Saved entries
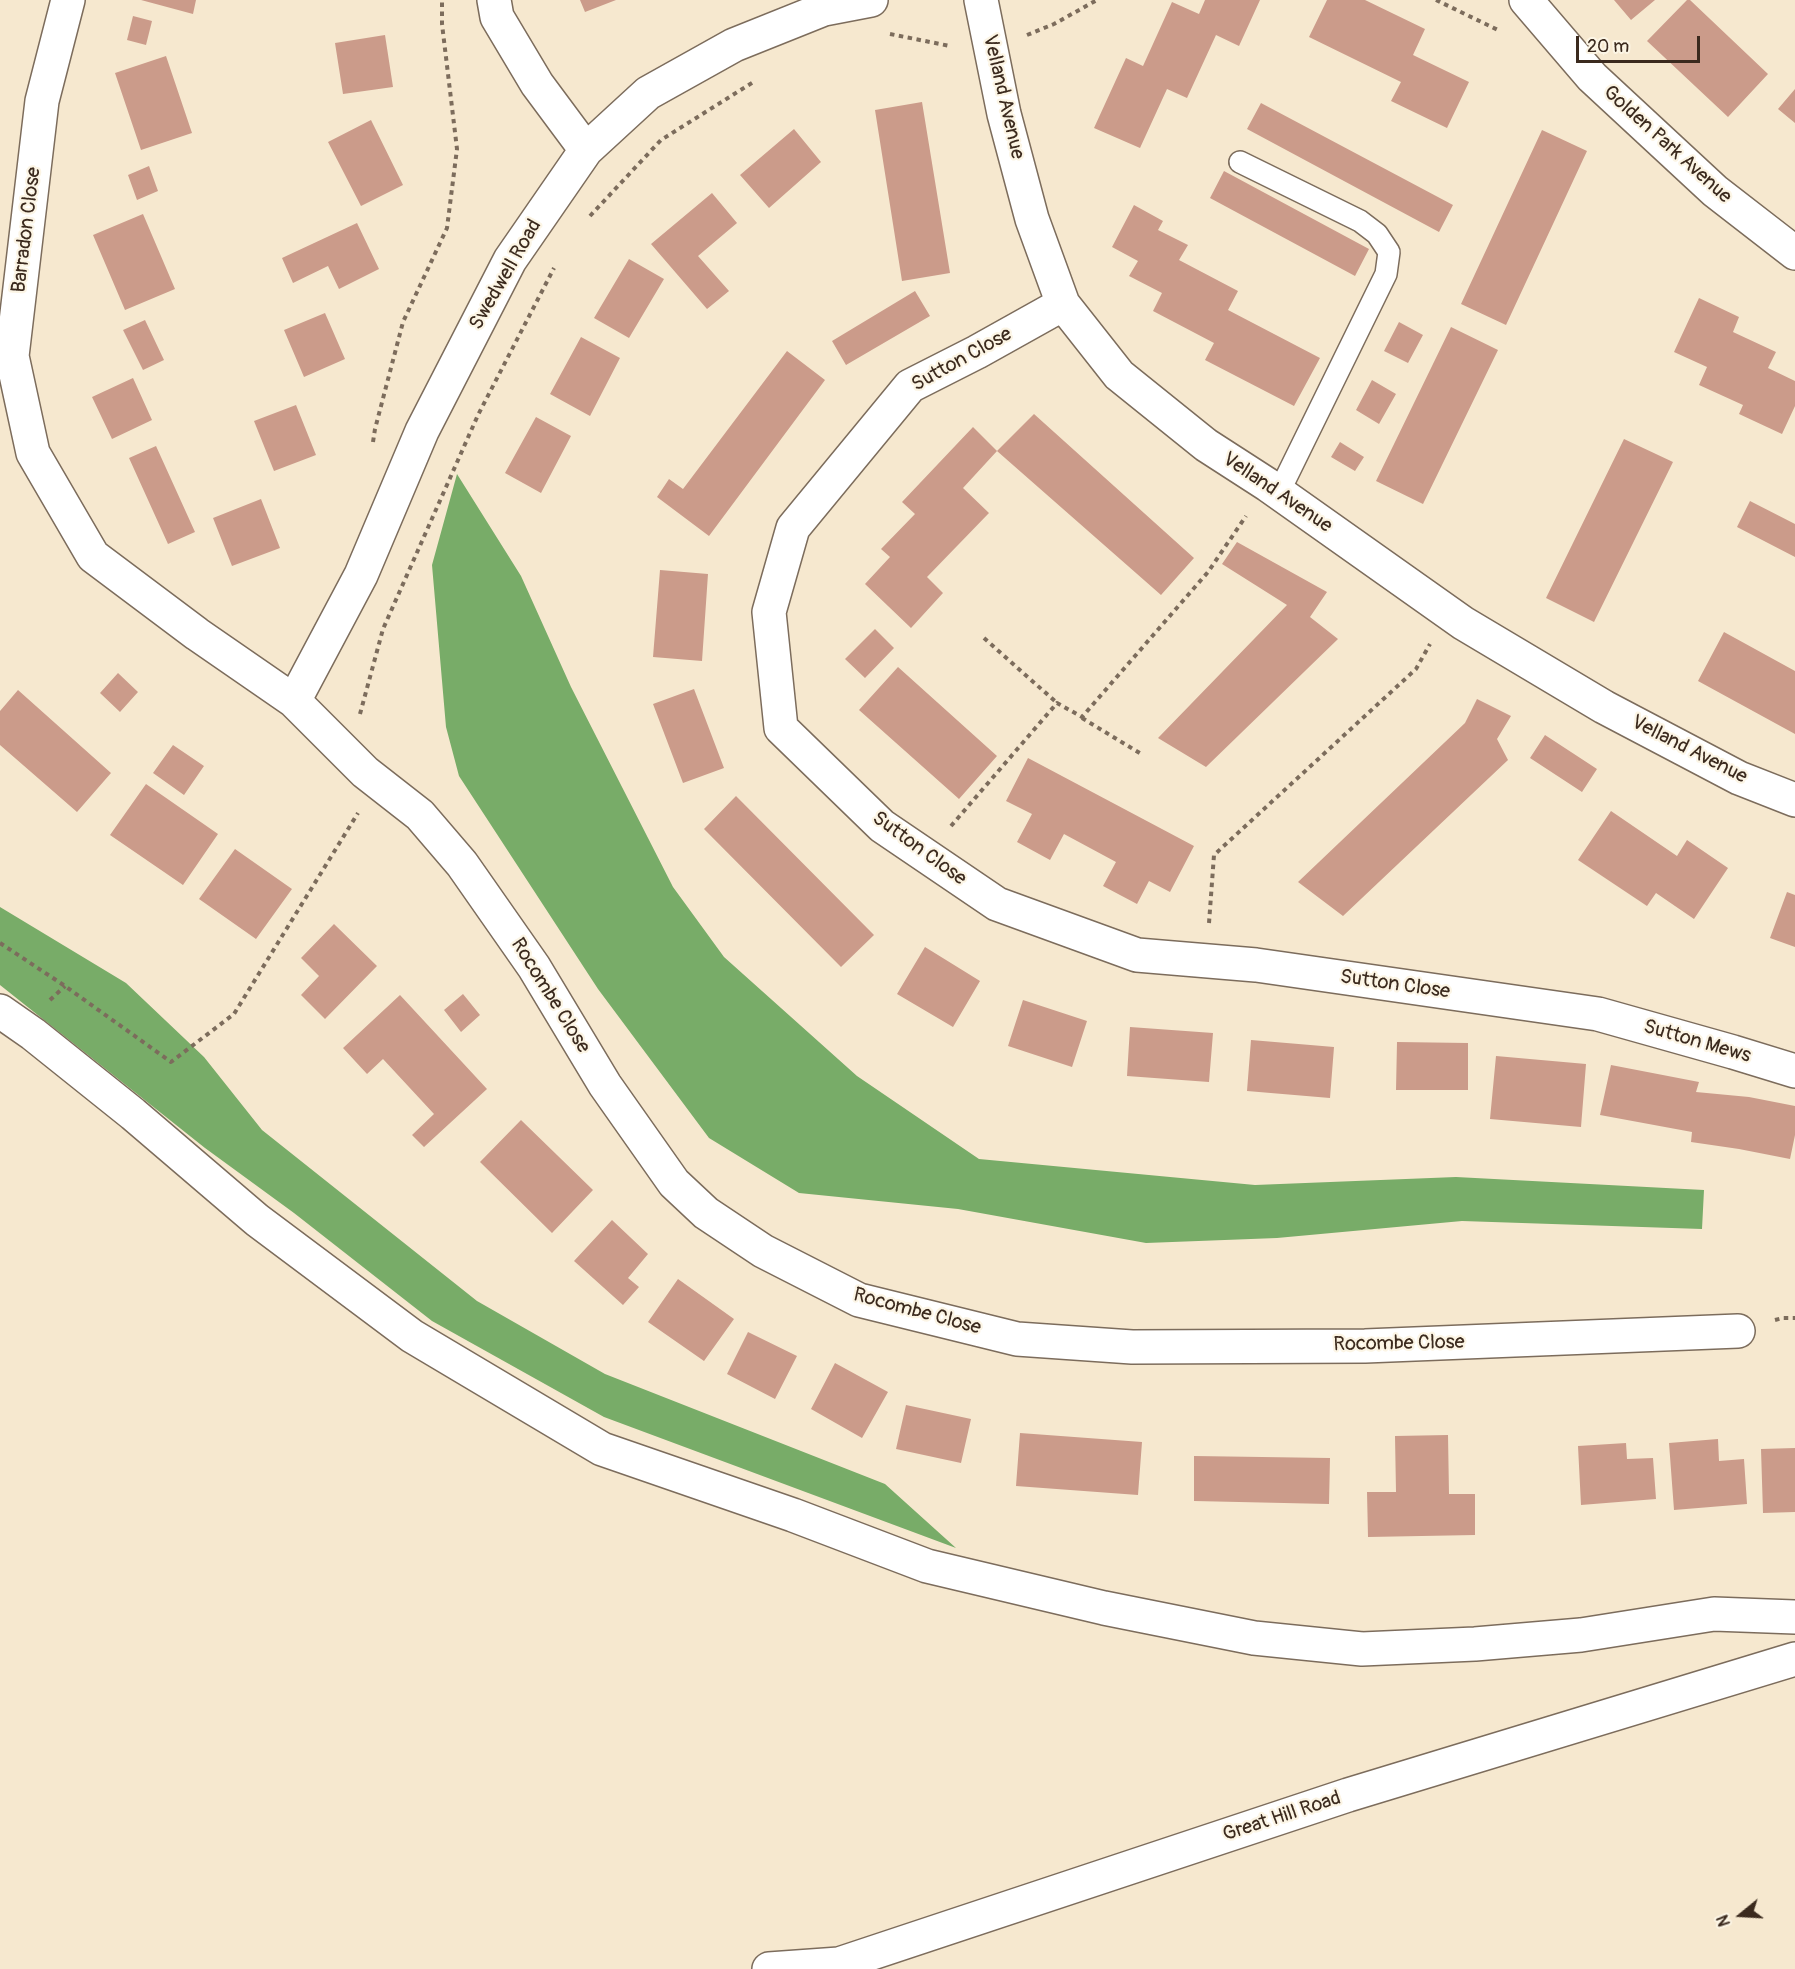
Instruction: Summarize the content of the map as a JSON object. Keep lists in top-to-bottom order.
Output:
{
  "streets": {
    "street": [
      "Velland Avenue",
      "Golden Park Avenue",
      "Barradon Close",
      "Swedwell Road",
      "Sutton Close",
      "Rocombe Close",
      "Sutton Mews",
      "Great Hill Road"
    ]
  },
  "crossings": [
    ["Velland Avenue", "Sutton Close"],
    ["Barradon Close", "Swedwell Road"],
    ["Barradon Close", "Rocombe Close"],
    ["Swedwell Road", "Rocombe Close"],
    ["Sutton Close", "Sutton Mews"]
  ],
  "scale_bar": "20 m",
  "north": "left"
}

EXERCISE REQUIREMENTS:
Pictures do not belong in the copy. Please reproduce the entries above exactly otherwise.

OUTPUT OF THE EXERCISE:
Instruction: Summarize the content of the map as a JSON object. Keep lists in top-to-bottom order.
Output:
{
  "streets": {
    "street": [
      "Velland Avenue",
      "Golden Park Avenue",
      "Barradon Close",
      "Swedwell Road",
      "Sutton Close",
      "Rocombe Close",
      "Sutton Mews",
      "Great Hill Road"
    ]
  },
  "crossings": [
    ["Velland Avenue", "Sutton Close"],
    ["Barradon Close", "Swedwell Road"],
    ["Barradon Close", "Rocombe Close"],
    ["Swedwell Road", "Rocombe Close"],
    ["Sutton Close", "Sutton Mews"]
  ],
  "scale_bar": "20 m",
  "north": "left"
}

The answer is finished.